▶ **Assigned task**
Nothing belongs in the answer except the lines of the material that include "column".

▶ **Source material**

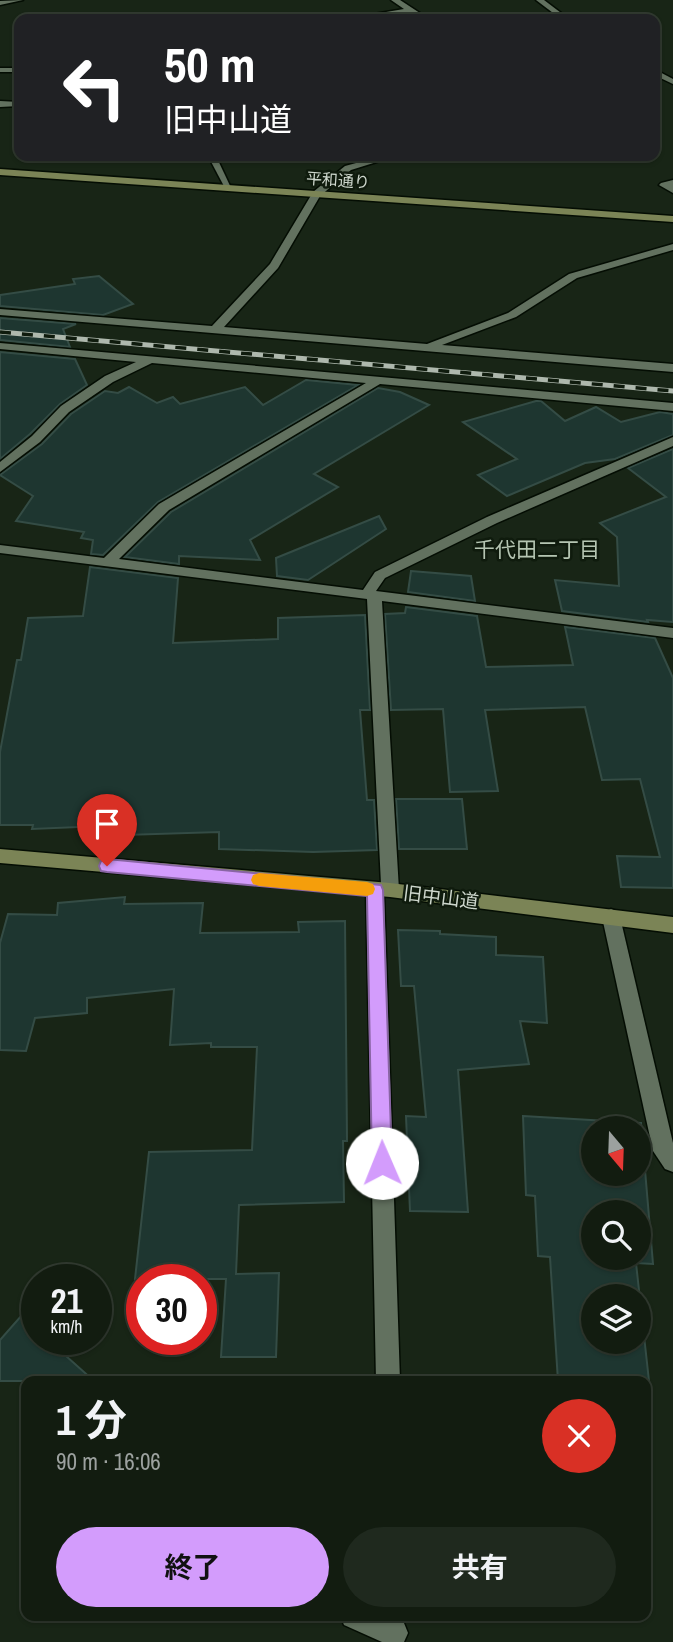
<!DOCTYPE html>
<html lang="ja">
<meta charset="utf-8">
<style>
:root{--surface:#121c10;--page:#1f291e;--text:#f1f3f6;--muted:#9ca19f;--line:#313a30;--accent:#d39cfc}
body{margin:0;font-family:"Archivo Narrow","Noto Sans JP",sans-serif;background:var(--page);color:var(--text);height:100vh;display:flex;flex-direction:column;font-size:26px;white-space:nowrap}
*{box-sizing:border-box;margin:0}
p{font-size:23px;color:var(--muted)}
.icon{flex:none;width:38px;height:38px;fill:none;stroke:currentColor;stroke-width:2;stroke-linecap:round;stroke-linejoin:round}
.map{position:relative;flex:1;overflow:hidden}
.sheet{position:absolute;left:21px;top:1376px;width:630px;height:245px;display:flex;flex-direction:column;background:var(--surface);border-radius:14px;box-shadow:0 2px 5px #0004,0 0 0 2px var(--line)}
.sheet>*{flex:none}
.guide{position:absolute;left:14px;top:14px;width:646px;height:147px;border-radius:14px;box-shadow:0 2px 5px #0004,0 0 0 2px var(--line);background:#202124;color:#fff;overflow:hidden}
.needle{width:46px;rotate:161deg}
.tools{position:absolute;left:581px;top:1116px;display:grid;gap:14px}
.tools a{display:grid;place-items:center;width:70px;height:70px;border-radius:50%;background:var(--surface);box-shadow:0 2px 5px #0004,0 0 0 2px var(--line);font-size:35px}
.speed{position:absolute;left:21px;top:1264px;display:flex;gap:14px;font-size:35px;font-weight:700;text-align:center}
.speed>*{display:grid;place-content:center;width:91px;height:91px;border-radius:50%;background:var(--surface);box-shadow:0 2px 5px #0004,0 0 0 2px var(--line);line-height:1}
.speed small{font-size:18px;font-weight:400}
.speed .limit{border:10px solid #d22;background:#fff;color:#111}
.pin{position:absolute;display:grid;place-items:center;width:60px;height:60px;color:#fff;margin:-72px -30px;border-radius:50% 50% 50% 0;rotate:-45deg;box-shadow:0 0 7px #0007}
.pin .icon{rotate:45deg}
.me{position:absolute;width:77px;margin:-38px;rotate:359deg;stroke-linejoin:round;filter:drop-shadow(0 0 5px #0008)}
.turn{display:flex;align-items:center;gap:24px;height:147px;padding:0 35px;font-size:32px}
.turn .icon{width:91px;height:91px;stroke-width:2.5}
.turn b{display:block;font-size:49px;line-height:60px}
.round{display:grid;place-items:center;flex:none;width:74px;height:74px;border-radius:37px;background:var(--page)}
.summary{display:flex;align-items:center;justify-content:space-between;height:119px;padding:0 35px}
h1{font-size:42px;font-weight:700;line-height:52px}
.cta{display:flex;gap:14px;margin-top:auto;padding:14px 35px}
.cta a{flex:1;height:80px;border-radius:42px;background:var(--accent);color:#111;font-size:28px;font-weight:700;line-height:80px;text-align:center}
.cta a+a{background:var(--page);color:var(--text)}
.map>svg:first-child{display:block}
.building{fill:#1e3630;stroke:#344c45;stroke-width:2;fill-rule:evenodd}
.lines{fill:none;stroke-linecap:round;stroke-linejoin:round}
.lane-casing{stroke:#040d03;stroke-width:3}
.street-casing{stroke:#040d03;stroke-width:3}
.secondary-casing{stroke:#040d03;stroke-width:3}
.lane{fill:#62715f;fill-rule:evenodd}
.street{fill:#62715f;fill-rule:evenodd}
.secondary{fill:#7b8456;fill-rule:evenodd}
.rail-casing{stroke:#aeb8ad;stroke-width:5}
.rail{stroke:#0f1b0d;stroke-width:3.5;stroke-dasharray:11;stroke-linecap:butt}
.route{fill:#d39cfc;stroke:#8965a4;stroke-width:2}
.slow{fill:#f59e0b}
.labels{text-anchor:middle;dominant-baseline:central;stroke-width:5;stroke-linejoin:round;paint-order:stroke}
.far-street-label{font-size:16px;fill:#cdd6cc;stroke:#0f1b0d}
.street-label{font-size:19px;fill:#cdd6cc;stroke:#0f1b0d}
.neighbourhood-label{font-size:21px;fill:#b5c5b2;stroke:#0f1b0d}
</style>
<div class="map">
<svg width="673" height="1642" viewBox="0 0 673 1642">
<rect width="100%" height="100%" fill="#182516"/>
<g class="building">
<path d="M99,276l34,28 -30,11 -103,-9v-11l75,-11 -2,-5z"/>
<path d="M0,318l76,6 -13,5 7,18 -70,-7z"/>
<path d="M0,352l75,7 12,26 -27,19 -30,30 -30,25z"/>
<path d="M306,380l52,5 -200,117 -55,53 -12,-1 2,-14 -12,-2 3,-6 -68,-11 17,-25 -33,-21 42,-31 29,-30 34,-23 13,2 11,-6 28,16 16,-6 7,7 65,-17 18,18z"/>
<path d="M378,388l22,4 29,13 -115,69 24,13 -88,53 10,20 -81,-4v8l-54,-7 46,-45z"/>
<path d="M536,401h5l24,20 31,-14 25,15 39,-10 13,2v21l-58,24 -30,4 -78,33 -29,-21 39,-16 -54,-37z"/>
<path d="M673,449v173l-26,-2 1,2 -86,-11 -7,-31 64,6 -2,-49 -17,-14 66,-26 -38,-29z"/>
<path d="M379,516l7,13 -78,51 -31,-4 -1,-18z"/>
<path d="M90,567l88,11 -5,65 105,-4v-21l87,-3 5,95h-10l7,90h7l3,50 -64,2 -94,-3v-17l-94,3 1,-10 -94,4 1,-4h-33v-73l17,-92h4l7,-42 55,-2z"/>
<path d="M411,571l60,5 4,25 -67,-9z"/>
<path d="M406,607l71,9 9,51 87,-2 -8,-38 90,11 18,40v210l-52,-1 -4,-31 43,1 -20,-78 -38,1 -17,-73 -100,3 13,81 -48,1 -7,-83 -52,1 -6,-96 20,-1z"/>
<path d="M396,799h66l5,50h-68z"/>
<path d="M125,897l-1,7 79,-1 -3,30 99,-1 -1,-10 47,-1 2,220h-4l1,61 -105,3 -3,69 43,-1 -3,84h-55l5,-78h-91l14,-127 103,-2 5,-103h-46v-4l-41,2 4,-56 -87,9v15l-52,5 -9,33 -26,-1v-107l8,-29 49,1 1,-12z"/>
<path d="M398,930l42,1v3l56,3v18l47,2 4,66 -27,-2 9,43 -71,6 10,142 -58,-1 -4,-95 20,1 -12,-131h-13z"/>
<path d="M523,1116l118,7 12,141 -17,-1 13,118h-91l-8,-124 -12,-1 -3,-60 -9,-1zM593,1129h46v45h-46zM593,1213h46v45h-46zM593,1297h46v45h-46z"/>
<path d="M37,1298v41h10l47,42h-94v-41z"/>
</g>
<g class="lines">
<g class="lane-casing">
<path id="lane" d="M611,909l7,3 2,5 53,226v29l-8,-3 -12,-18 -51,-234 2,-5z"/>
</g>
<g class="street-casing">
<g id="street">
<path d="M23,0l-23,5v-4z"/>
<path d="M391,0h9l29,19h-9l-10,-7 -66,7 60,-10z"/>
<path d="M536,0h8l25,19h-8z"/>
<rect x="0" y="68" width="19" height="4"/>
<path d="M654,69l19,10v5l-19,-9z"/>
<path d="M0,101l19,1v4l-19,1z"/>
<path d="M208,156h8l16,34h-6z"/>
<path d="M382,156h14l-45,14 -31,26 -42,72 -54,59 203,17 81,-31 61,-39 104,-30v6l-96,28 -61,39 -74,28 231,19v8l-673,-57v-6l212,17 58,-62 43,-72 32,-26z"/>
<path d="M673,180v13l-14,-8 2,-2z"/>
<path d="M0,343l673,60v8l-293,-27 -211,126 -50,49 244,31 12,-18 112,-55 186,-80v9l-176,77 -112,55 -9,13 297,37v10l-291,-37 17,289 -3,5 -12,1 16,485h-24l-10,-491 3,-5 12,-1 -14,-285 -367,-46v-8l104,13 55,-54 207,-121 -214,-20 -39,19 -44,30 -29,30 -40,30v-10l32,-26 29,-30 44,-30 31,-14 -136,-13z"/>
<path d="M340,1615h46l18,8 4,10 -4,9h-22l-38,-17z"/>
</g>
</g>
<g class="secondary-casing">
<g id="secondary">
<path d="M0,169l673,47v6l-673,-47z"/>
<path d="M0,849l390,34 283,34v16l-283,-36 -390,-34z"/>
</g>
</g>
<use href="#lane" class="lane"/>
<use href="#street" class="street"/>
<use href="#secondary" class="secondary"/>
<g class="rail-casing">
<path id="rail" d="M0,332l673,59"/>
</g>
<use href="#rail" class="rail"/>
</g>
<path class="route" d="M107,859l274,26 2,5 9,273 -3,6 -7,3 -7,-3 -3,-6 -5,-267 -260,-24 -6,-1 -2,-5 2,-5z"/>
<path class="slow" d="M259,873l108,9 6,2 2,5 -2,5 -6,2 -108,-10 -6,-2 -2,-4 2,-5z"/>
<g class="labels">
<g class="far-street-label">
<text transform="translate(338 180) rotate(4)">平和通り</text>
</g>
<g class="street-label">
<text transform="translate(441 897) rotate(7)">旧中山道</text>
</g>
<g class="neighbourhood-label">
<text x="537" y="549">千代田二丁目</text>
</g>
</g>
</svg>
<div class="tools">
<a><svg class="needle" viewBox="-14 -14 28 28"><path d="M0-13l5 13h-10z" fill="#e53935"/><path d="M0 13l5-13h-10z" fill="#9ca19f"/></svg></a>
<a><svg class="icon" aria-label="search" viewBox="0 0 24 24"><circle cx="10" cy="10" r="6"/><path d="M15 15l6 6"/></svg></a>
<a><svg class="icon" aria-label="layers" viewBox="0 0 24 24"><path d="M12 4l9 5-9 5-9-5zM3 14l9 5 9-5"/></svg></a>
</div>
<div class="speed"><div>21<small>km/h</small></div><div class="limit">30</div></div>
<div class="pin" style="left:107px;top:866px;background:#d93025"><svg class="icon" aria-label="arrive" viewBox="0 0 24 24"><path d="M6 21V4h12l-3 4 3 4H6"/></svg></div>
<svg class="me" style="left:382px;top:1163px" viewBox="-20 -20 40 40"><circle r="19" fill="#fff"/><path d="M0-13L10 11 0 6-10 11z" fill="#d39cfc"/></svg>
<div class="guide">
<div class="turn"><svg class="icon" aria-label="left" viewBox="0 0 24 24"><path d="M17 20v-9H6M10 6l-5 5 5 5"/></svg><div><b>50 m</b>旧中山道</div></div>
</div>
<section class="sheet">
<div class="summary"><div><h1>1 分</h1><p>90 m · 16:06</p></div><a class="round" style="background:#d93025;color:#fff"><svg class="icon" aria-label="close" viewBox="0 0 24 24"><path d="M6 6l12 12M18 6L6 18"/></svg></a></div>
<div class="cta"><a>終了</a><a>共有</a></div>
</section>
</div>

▶ **Solution to the problem**
body{margin:0;font-family:"Archivo Narrow","Noto Sans JP",sans-serif;background:var(--page);color:var(--text);height:100vh;display:flex;flex-direction:column;font-size:26px;white-space:nowrap}
.sheet{position:absolute;left:21px;top:1376px;width:630px;height:245px;display:flex;flex-direction:column;background:var(--surface);border-radius:14px;box-shadow:0 2px 5px #0004,0 0 0 2px var(--line)}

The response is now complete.